Advection-Diffusion Equation for Solute Transport

Flow123d can simulate the motion of substances dissolved in water through fractured rock massif. The transport mechanism is due to the advection of water, and the hydrodynamic diffusion/dispersion. Concentration of arbitrary number of substances can be predicted starting from given initial state, with options for time-dependent concentration sources and boundary fluxes.

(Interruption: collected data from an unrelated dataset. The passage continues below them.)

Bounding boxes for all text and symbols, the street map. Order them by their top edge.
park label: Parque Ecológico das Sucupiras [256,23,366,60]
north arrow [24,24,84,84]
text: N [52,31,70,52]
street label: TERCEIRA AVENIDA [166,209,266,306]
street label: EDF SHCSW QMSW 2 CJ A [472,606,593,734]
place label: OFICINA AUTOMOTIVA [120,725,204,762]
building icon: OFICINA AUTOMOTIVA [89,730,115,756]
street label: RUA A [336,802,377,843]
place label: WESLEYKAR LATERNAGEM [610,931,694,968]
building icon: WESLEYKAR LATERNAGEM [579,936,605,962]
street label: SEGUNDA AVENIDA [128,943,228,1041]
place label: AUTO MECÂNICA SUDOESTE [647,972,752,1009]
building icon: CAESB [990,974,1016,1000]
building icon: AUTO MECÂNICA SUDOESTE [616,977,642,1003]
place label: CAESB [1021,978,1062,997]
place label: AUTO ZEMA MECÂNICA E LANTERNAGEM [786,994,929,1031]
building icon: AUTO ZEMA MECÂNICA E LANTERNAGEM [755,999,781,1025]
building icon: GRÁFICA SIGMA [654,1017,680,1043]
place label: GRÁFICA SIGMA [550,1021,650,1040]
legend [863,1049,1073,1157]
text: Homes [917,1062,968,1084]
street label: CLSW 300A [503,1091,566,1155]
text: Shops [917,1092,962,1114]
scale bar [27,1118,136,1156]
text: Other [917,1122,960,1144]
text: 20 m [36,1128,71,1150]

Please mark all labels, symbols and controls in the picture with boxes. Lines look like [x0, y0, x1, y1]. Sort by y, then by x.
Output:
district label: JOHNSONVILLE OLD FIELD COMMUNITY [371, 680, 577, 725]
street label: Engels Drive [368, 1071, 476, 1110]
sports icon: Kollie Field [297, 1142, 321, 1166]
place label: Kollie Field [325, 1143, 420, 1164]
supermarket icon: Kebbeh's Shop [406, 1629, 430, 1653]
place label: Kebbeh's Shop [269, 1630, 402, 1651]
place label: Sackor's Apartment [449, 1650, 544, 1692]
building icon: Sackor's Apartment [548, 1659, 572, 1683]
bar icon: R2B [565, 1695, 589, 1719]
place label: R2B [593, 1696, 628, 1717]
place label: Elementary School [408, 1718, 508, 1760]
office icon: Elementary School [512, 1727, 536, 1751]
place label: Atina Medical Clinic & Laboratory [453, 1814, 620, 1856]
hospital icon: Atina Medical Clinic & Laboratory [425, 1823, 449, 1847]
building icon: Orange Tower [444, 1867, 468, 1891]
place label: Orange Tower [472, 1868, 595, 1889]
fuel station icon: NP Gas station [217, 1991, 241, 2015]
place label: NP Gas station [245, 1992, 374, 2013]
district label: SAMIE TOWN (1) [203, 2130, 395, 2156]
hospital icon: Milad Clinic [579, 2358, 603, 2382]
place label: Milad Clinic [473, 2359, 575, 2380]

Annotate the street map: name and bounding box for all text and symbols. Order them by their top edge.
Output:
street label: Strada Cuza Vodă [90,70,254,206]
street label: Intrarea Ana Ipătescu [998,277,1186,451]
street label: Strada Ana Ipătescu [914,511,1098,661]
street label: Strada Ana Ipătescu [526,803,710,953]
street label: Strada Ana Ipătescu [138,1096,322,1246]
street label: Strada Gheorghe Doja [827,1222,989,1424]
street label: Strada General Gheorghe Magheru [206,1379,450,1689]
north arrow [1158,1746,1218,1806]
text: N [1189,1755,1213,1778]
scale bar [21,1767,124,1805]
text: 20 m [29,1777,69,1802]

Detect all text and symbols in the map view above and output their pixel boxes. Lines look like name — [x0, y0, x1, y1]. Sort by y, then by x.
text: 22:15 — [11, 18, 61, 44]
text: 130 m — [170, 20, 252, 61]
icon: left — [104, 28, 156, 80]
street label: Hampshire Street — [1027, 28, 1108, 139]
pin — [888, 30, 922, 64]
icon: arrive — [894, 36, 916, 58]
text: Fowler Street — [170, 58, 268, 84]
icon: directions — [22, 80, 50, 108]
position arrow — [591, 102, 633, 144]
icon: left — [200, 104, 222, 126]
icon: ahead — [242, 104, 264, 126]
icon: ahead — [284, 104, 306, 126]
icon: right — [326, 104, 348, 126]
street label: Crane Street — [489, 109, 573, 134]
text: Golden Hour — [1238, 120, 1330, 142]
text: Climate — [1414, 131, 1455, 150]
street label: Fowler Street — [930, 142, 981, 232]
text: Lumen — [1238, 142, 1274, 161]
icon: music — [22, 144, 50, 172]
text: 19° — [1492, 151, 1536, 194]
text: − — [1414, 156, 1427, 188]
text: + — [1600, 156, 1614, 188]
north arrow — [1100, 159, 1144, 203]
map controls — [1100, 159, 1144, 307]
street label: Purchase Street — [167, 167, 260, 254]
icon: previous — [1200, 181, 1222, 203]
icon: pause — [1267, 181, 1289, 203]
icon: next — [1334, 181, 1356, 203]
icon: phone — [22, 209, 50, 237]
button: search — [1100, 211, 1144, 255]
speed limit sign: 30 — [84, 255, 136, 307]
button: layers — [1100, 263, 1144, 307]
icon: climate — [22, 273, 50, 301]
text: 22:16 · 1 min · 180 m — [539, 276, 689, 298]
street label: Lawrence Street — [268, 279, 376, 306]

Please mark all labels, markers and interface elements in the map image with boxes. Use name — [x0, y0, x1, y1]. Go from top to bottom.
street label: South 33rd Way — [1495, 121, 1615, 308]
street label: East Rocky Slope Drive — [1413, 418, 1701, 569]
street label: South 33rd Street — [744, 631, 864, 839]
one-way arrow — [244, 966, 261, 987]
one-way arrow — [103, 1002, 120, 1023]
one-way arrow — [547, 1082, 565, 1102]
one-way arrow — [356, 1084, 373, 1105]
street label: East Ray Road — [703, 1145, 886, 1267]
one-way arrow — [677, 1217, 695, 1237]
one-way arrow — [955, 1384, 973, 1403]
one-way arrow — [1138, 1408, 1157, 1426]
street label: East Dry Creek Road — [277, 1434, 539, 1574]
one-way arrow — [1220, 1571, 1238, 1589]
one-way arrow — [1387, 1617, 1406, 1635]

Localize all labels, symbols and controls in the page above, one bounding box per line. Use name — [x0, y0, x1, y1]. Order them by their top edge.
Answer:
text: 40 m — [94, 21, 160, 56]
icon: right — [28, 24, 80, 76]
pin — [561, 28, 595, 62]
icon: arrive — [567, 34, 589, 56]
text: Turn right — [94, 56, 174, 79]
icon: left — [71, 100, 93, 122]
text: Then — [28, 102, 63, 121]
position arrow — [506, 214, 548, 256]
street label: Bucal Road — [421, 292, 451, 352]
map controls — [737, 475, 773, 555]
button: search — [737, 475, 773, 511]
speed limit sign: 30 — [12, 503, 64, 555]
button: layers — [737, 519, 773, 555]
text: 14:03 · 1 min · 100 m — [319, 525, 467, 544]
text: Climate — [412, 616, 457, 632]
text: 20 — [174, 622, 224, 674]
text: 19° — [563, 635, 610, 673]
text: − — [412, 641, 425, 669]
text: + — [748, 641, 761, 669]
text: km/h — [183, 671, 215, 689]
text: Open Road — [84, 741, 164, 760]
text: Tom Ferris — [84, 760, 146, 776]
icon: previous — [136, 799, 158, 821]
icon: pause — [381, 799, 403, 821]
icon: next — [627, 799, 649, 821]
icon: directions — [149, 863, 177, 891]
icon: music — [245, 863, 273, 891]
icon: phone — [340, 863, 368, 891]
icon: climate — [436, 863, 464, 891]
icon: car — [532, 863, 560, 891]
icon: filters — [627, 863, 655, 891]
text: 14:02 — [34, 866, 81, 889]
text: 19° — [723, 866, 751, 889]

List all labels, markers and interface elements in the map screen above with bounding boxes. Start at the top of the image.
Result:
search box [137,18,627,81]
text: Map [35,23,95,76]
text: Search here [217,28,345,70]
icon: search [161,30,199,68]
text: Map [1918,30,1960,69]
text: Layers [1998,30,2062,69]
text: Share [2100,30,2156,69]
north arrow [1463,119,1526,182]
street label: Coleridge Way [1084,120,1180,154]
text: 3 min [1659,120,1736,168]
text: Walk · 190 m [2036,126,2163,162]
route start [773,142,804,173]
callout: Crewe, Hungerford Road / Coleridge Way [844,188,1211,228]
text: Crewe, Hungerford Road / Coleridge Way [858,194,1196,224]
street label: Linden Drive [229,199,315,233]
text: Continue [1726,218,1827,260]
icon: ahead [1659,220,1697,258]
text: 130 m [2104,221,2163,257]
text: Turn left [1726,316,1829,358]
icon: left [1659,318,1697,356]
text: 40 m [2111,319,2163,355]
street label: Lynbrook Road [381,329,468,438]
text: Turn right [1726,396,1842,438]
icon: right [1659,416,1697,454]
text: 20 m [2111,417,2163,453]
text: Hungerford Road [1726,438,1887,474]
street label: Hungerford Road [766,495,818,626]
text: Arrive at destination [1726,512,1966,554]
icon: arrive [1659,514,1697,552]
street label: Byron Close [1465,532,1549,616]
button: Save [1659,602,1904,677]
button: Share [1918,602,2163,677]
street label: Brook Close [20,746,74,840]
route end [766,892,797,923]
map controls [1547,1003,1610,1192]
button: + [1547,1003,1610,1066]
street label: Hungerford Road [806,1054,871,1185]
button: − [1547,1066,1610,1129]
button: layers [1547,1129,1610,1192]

Currently Flow123d provides two algorithms for solute transport:

1. Pure advection

is modelled using Finite volume method with explicit time stepping.

• Fast way to obtain time evolution of concentrations
• Exact satisfaction of discrete maximum principle (no under/overshoots)
• Automatic choice of time step to guarantee stability

2. Full model including advection and hydrodynamic diffusion

is solved by Discontinuous Galerkin method and implicit timestepping, which offers:

• Stability: significantly reduced spurious oscillations (compared to traditional FEM), no limiting CFL conditions
• Robustness: accurate results both in advection dominated and diffusion dominated regimes, easy setup (no "magic" parameters)
• High order accuracy: currently support for piecewise linear and quadratic base functions
• Flexibility: user can enforce inter-element continuity of solution to produce results close to FEM

Examples

Comparison of Numerical Schemes for Solute Transport

Comparison of Finite volume (FV), Finite element (FE) and Discontinuous Galerkin (DG) method for solution of travelling wave problem. The exact solution is piecewice constant in 3 regions.

Despite lower order accuracy and significant dissipation (smoothing effect), FV solution still appears physical and preserves the maximum principle. FE solution (obtained as a limit case of DG with strong enforcement of inter-element continuity) suffers from spurious oscillations spread throughout the computational domain. DG solution (2nd order polynomial approximation), though discontinuous, turns out to be less dissipative than FV and resistant to instabilities.

Solute Transport in 2D Fractured Medium

2D example of transport in fractured medium: The substance moves to the left because of pressure gradient. The concentration in some distant zones raises rapidly due to higher conductivity of fractures.